Ransom's ideas were later
reaffirmed in R. S. Crane's Critical and Historical Principles of
Literary History (1967), but those relatively conservative gestures of thinking
about history were called into question
by the radical flames of Black Fire: An
Anthology of Afro-American Writing (1968), edited by LeRoi Jones and Larry
Neal, which gave new meanings to what passing "through broad margins from
art into instruction or argument" would entail.
Black Fire cast light on the
matters of ethos (guiding beliefs of
a person, group, or institution) and ethnos
(an ethnic group) to which Literary
History of the United States (LHUS) gave
scant attention.
The LHUS editors assumed that in dealing with how
a national literature evolved, "Americans" referred primarily to
white males. Women of any color and United States citizens in the numerical
minority, despite their contributions to the evolving, were relegated to the margins of attention and
significance. They could be passed over Using
the machinery of patriotic, masculine rhetoric, the editors propagated the exclusionary dominance of the white male
gaze in the construction of history. To understand the implications of their
choices, scholars of American literature and its ethnic components have to
study such works as Redefining American
Literary History (New York: Modern Language Association, 1990),edited by A.
LaVonne Brown Ruoff and Jerry W. Ward, Jr.; Michael Denning's The Cultural Front: The Laboring of American Culture in the Twentieth Century (London: Verso, 1997); Michael
Szalay's New Deal Modernism: American
Literature and the Invention of the
Welfare State (Durham: Duke University Press, 2000), and Robert Genter's Late Modernism: Art, Culture, and Politics in Cold War America
(Philadelphia: University of Pennsylvania Press, 2010). It is disingenuous for
scholars in the transnational communities of theory, historiography, and criticism to think that writing the literary history (or
actually, the literary histories) of the United States has any validity or
credibility if ethos and ethnos are minimized, or if the writers of literary
history try to escape from the vexed dynamics of history as a process.

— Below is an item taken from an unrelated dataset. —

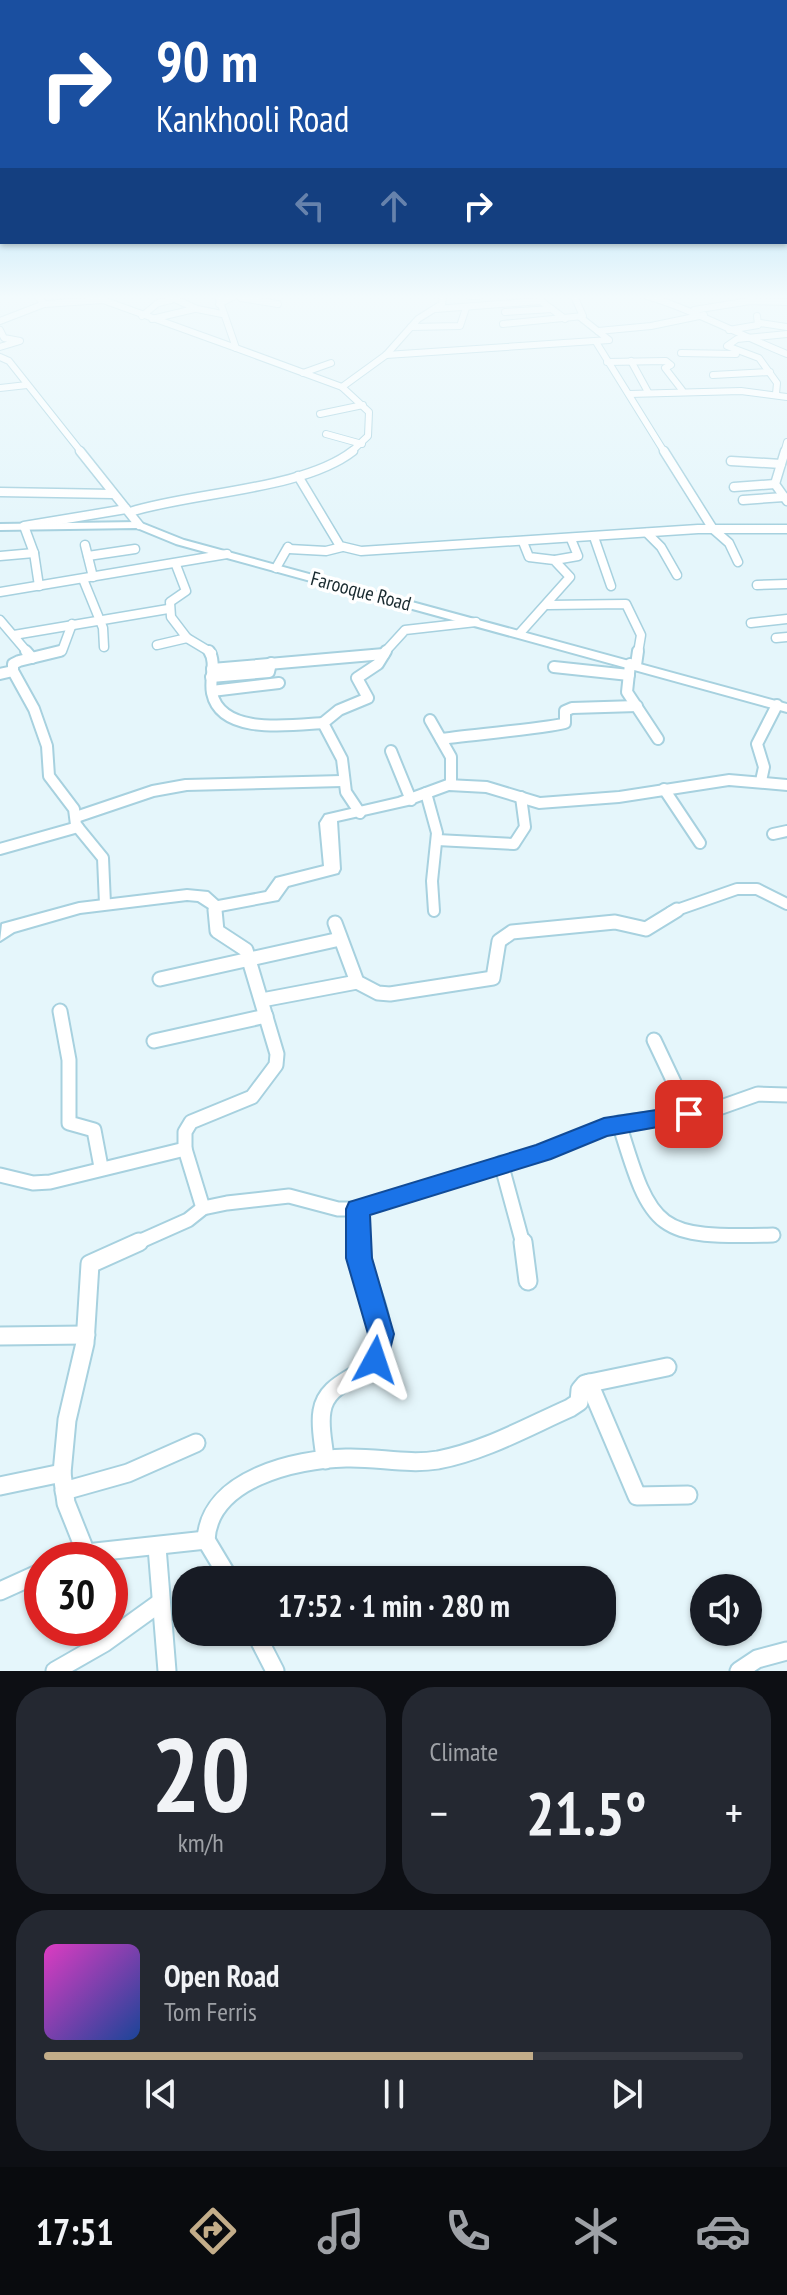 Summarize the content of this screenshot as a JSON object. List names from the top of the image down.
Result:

The culture wars from the 1980s to the present
complicate ideas about what is "normal" in literary studies, and
those cultural debates bring to the foreground matters of ethos and ethnos to
which the editors of Literary History of
the United States accorded the slightest attention or chose to ignore. The
debates magnify the dialectics of knowing. It is simply unethical for male and female scholars to deny in 2019 that they are themselves at once "ethnic"
as well as "subjective" and "gendered." The point is made
dramatically (albeit tacitly) by Gordon Hutner, founder and editor of the
journal American Literary History, a
riff on the late Ralph Cohen's internationally influential journal New
Literary History. I quote verbatim Hutner's recent call for a panel on
reconceptualizing American literary
history:
From: "Hutner, Gordon" <hutner@illinois.edu>
Date: May 3, 2019 at 12:26:42 PM CDT
To: "Spires, Derrick" <dspires@illinois.edu>
Subject: C19 cfp
Date: May 3, 2019 at 12:26:42 PM CDT
To: "Spires, Derrick" <dspires@illinois.edu>
Subject: C19 cfp
“Exiles, Émigrés, Refugees”
Edward Said notes that “modern
Western culture is in large part the work of exiles, émigrés, refugees.”

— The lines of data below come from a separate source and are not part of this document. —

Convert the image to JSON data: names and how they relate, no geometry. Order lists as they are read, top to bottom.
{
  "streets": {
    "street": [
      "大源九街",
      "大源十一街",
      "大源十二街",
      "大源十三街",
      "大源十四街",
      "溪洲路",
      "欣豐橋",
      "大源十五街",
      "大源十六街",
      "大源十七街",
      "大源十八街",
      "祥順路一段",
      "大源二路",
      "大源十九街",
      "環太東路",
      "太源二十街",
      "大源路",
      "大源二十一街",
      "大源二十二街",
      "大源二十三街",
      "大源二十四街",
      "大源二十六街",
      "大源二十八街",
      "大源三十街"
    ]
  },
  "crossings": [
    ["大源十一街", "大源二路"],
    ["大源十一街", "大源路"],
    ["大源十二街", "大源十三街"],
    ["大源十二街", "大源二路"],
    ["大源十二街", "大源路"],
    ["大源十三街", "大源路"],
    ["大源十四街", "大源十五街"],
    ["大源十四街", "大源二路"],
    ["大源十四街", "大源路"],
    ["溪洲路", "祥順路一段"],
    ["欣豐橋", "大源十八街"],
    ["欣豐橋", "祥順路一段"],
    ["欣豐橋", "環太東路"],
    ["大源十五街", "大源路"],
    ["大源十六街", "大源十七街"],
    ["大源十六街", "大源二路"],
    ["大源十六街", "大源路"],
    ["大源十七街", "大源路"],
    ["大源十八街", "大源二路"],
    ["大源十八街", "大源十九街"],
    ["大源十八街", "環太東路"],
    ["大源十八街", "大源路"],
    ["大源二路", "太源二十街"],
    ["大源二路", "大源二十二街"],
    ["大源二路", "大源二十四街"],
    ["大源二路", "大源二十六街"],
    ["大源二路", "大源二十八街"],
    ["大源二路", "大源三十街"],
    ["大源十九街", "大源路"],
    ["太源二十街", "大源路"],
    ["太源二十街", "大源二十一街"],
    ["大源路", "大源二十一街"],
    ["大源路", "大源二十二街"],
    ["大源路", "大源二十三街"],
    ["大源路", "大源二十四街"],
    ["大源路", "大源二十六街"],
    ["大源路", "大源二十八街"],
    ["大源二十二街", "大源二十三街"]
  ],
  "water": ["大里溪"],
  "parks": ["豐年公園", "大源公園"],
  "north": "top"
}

How might we reconceive American literary history from the point of view of
such figures? What are the cultural, aesthetic, and affective dimensions
of such displaced subjectivity? If it is true, as Thomas Nail suggests, that
the migrant has become the political figure of our time, how does this
development lead us to reimagine and reconfigure identity, citizenship, and
civil rights in the nineteenth century? The proposed panel invites new
ways of historicizing and theorizing statelessness, political and economic
displacement, mobility, shelter, war, and precarity. Does migration
generate new forms of cultural memory? How do we apprehend these forms,
and their formations, that rethink such issues as agency and ambivalence, the
border and borderlands, the camp, the commons, detention, dwelling, empathy,
nostalgia, the right to movement, the right to return. Papers may
consider how cultural forms articulate social and political change; how
histories of race manifest in the moment; how regimes of surveillance and
capture give rise to practices of counter-visuality. Participants may also be
interested in recovering longer histories of current “crises” over migration
and consider ethics of memory and social justice beyond humanitarianism.

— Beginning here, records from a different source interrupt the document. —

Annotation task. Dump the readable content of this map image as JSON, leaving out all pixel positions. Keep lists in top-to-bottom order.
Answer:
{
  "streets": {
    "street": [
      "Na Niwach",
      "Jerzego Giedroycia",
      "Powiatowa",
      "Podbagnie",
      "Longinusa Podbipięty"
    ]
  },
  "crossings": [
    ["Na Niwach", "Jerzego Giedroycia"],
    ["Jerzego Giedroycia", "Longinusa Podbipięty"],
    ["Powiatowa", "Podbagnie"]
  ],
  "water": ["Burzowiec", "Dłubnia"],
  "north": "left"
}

Please send abstracts to Gordon Hutner (hutner@illinois.edu)
by July 1.
Hutner's intervention is timely, and his using Said's claim as a
springboard reminds us just how relevant Said's ideas are for examining the
diverging arguments that characterize trends in contemporary scholarship. We may recall that in Culture and Imperialism (New York: Alfred A. Knopf, 1993), Said
asserted:
Paradoxically, the United States, as an immigrant society composed
of many cultures, has a public discourse more policed, more anxious to depict
the country as free from taint, more unified around one iron-clad major
narrative of innocent triumph. This
effort to keep things simple and good disaffiliates the country from its
relationship with other societies and peoples, thereby reinforcing its
remoteness and insularity. (314-315)
No doubt, Hutner would have scholars and students create
meaningful questions about why and how a nation's literary history is
reconfigured, about the motives for reconfiguring, and respond to those
questions by way of critical thinking about the manipulation of cultural
memories and the impact it has on knowledge and interpretation of the nexus
constituted by literature and politics.
Public discourse warrants sustained interrogation of the ethos and
ethnos of history, particularly literary history, as a narrative process that enables
consciousness and cognition. What
matters greatly in 2019 is knowing, as precisely as might be possible, what
literary history donates to our practice of everyday life.
Jerry W. Ward, Jr. May 22, 2019.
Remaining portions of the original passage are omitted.